### Information provided
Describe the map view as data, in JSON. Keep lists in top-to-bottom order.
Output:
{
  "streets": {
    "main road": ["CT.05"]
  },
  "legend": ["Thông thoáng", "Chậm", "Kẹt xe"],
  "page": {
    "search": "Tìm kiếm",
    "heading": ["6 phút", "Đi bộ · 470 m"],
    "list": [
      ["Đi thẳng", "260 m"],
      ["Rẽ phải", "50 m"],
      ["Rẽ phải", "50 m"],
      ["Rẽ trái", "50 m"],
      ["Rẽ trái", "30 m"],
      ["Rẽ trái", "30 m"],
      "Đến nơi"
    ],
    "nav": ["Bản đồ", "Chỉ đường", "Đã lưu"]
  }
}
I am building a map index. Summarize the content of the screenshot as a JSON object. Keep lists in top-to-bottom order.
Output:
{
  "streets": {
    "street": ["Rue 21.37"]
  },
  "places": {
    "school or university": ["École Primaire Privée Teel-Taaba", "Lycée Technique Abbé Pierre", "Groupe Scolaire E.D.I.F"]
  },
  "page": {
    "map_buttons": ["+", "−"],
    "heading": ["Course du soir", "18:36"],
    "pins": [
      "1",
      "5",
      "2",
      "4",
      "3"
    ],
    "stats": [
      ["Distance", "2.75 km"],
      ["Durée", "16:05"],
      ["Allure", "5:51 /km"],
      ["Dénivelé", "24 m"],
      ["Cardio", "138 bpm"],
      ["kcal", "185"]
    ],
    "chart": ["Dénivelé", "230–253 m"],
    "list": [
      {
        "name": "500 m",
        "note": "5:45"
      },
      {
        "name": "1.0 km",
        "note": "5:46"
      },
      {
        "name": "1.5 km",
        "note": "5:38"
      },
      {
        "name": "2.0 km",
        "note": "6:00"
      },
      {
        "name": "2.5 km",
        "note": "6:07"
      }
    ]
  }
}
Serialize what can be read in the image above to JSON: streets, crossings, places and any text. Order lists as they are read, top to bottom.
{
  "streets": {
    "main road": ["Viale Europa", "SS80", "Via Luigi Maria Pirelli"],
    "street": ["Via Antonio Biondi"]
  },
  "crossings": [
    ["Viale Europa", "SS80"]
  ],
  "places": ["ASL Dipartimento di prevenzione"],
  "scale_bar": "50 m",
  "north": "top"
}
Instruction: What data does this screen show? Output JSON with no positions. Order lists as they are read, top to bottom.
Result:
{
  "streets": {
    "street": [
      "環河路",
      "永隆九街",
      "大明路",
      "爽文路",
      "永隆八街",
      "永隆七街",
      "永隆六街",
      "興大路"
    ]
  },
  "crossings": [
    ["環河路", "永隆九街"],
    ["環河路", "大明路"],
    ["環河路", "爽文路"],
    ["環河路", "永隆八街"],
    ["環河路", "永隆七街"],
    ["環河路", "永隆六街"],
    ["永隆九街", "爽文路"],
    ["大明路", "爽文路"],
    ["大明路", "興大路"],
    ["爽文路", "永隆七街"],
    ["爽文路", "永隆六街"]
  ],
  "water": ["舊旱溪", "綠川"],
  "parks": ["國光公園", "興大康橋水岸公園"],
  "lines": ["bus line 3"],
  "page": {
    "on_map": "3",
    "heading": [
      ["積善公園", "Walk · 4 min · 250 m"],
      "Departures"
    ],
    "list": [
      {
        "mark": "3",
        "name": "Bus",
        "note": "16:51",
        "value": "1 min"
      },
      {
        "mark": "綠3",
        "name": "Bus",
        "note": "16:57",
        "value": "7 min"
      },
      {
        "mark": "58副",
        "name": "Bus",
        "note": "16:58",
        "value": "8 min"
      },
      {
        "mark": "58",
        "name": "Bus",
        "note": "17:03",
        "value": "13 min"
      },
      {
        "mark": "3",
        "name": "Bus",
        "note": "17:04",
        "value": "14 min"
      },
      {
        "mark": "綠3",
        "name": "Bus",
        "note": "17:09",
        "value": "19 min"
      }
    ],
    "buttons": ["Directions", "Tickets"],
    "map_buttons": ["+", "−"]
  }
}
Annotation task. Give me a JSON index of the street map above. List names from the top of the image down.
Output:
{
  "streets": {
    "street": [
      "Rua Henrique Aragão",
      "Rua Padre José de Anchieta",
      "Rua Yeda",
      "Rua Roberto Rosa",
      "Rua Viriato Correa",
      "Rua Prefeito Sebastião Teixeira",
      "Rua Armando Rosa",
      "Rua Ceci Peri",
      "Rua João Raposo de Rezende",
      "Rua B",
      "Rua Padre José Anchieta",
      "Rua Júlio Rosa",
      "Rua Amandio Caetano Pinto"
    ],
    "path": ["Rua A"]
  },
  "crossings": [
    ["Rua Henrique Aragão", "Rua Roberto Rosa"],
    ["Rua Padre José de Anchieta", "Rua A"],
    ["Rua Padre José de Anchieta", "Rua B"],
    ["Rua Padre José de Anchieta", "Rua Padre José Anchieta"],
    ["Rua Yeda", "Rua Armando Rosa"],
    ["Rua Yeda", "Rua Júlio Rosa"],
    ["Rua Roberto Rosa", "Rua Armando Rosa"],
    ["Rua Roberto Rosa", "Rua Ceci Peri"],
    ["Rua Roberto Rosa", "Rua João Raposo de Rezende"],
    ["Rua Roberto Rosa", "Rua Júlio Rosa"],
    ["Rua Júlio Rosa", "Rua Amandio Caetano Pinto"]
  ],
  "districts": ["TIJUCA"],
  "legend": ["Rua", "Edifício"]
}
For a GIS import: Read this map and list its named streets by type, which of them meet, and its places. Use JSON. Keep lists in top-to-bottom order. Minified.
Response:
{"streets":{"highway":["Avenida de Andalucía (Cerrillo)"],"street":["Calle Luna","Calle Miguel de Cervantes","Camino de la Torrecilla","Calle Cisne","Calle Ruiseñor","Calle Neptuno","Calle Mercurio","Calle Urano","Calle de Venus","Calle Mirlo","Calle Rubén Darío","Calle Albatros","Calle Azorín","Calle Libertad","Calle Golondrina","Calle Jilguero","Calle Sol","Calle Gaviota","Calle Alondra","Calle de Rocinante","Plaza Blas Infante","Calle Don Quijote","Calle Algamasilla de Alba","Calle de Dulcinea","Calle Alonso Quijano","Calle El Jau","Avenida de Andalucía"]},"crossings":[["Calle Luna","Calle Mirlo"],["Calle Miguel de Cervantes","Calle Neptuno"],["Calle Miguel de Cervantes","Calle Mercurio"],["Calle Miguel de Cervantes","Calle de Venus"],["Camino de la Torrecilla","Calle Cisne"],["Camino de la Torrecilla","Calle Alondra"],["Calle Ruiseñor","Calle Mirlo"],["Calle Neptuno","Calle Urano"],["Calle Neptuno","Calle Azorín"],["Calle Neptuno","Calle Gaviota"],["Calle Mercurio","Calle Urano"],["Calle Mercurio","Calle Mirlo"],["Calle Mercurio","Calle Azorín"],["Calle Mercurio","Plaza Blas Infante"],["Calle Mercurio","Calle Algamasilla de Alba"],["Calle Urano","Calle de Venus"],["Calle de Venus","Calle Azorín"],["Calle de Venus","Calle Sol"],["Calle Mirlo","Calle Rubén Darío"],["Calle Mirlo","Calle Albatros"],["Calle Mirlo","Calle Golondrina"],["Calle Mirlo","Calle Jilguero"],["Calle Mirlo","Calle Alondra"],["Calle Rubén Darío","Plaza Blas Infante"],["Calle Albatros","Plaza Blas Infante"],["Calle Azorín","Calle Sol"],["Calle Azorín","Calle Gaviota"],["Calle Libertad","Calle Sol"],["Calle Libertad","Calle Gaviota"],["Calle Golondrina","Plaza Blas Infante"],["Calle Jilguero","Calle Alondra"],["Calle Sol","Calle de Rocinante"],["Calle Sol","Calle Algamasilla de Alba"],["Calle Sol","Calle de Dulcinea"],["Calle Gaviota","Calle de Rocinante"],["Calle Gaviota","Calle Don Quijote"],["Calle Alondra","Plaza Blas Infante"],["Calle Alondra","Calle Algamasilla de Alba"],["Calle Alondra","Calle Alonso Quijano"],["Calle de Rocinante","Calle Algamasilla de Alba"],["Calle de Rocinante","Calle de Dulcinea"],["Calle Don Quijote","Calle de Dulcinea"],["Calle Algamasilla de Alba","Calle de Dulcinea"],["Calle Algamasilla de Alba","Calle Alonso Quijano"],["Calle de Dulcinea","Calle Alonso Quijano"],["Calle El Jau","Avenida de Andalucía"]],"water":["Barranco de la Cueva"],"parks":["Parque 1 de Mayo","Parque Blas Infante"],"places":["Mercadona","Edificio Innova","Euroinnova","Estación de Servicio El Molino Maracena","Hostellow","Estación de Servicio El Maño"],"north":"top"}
######
§ Required work
Scan the entries for the word "José". Report each line that has it.

§ Answer box
      "Rua Padre José de Anchieta",
      "Rua Padre José Anchieta",
    ["Rua Padre José de Anchieta", "Rua A"],
    ["Rua Padre José de Anchieta", "Rua B"],
    ["Rua Padre José de Anchieta", "Rua Padre José Anchieta"],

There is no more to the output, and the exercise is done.